In early December we made our security even stronger to better protect you from  identity theft. Concretely, we have added an additional security step go make it even more difficult for criminals to get access to important information, e.g. phonenumber and emails, in the self-service part of MitID.dk. Practivally, this means that this upgrade requires you to to login twice with an hour between logins to complete changes in MitID.dk. In addtion, you will receive a message, when attempts are made to complete changes. You will also receive a message warning you not to share your MitID by allowing others to get access. All this will will protect the you against swindel.

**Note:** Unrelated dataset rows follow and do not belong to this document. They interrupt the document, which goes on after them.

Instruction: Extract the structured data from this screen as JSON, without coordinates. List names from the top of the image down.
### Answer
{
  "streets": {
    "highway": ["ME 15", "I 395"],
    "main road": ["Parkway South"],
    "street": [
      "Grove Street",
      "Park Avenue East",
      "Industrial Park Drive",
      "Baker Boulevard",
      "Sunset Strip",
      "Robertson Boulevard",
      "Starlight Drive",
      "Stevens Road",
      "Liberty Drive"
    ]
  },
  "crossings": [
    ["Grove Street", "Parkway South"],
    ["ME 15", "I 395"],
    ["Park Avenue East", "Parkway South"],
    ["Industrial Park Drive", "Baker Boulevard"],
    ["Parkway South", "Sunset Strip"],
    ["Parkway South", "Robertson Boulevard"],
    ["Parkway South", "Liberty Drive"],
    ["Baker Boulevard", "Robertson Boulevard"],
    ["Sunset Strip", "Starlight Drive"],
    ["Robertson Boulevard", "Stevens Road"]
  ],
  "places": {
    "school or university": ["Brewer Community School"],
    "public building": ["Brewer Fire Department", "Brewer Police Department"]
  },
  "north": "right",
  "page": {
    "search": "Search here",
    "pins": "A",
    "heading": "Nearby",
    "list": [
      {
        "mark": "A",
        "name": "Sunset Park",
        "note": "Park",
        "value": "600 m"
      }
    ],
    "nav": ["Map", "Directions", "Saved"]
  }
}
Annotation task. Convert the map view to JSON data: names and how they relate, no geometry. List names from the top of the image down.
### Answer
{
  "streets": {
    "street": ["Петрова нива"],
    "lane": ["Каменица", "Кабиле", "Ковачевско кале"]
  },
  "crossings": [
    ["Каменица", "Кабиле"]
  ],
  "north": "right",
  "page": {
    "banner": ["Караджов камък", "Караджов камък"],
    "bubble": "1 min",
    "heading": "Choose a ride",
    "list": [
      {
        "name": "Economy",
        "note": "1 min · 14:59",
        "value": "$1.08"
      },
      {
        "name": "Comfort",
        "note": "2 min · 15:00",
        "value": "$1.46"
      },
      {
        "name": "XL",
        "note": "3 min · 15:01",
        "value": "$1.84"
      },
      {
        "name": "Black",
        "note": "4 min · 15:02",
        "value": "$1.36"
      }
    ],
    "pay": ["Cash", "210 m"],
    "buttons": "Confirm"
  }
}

Yes, you will be notified via the MitID app, sms, or email, if critical incidents happen to your MitID, e.g. if the MitID app is activated on a new device, and if your personal information is changed. You can choose to be notified everytime your MitID is in use. Should you suspect abuse of your MitID, contact MitID support immediately to have your MitID blocked for now.

How to protect your MitID

It is important to remember that you can't find a solution that will protect you 100 percent against criminals and fraud. For that reason, we offer advice in regard to what you should be aware of, when you get MitID or use MitID.

When you get MitID

  1. You need a user ID that is difficult for others to guess but is relatively easy for you to remember, e.g. you need to use both numbers, letters and special characters in your user ID. You can always change your user ID at MitID.dk. Don't ever share your user ID with others - that is, apart from the MitID support. if you have initiated the contact with them.
  2. You must activate your app, your code display, audio code reader og chip and have it associated with you, before you can use it. This partly prevents criminals to use your e.g. code display, should they get access to it.

When you use MitID

  1. Do not ever share your code display with others.
  2. Do not ever hand over your MitID app, code display, audio code reader og chip to others. The app can be shared with others in the same household, as long as each user has his or hers own user ID and PIN code. 
  3. Do not share your user ID with others - apart from MitID support, of you have contacted them.
  4. Do not ever approve a MitID transaction initiated by a phone call, email, physical visit from someone pretending to represent your bank, the police, the Danish Digitisation Board, MitID support or someone else. You will never be contacted this way.
  5. Always read what you are about to approve using MitID. Should the text not match your intend to do, or if you haven't initiated the transaction - do not approve.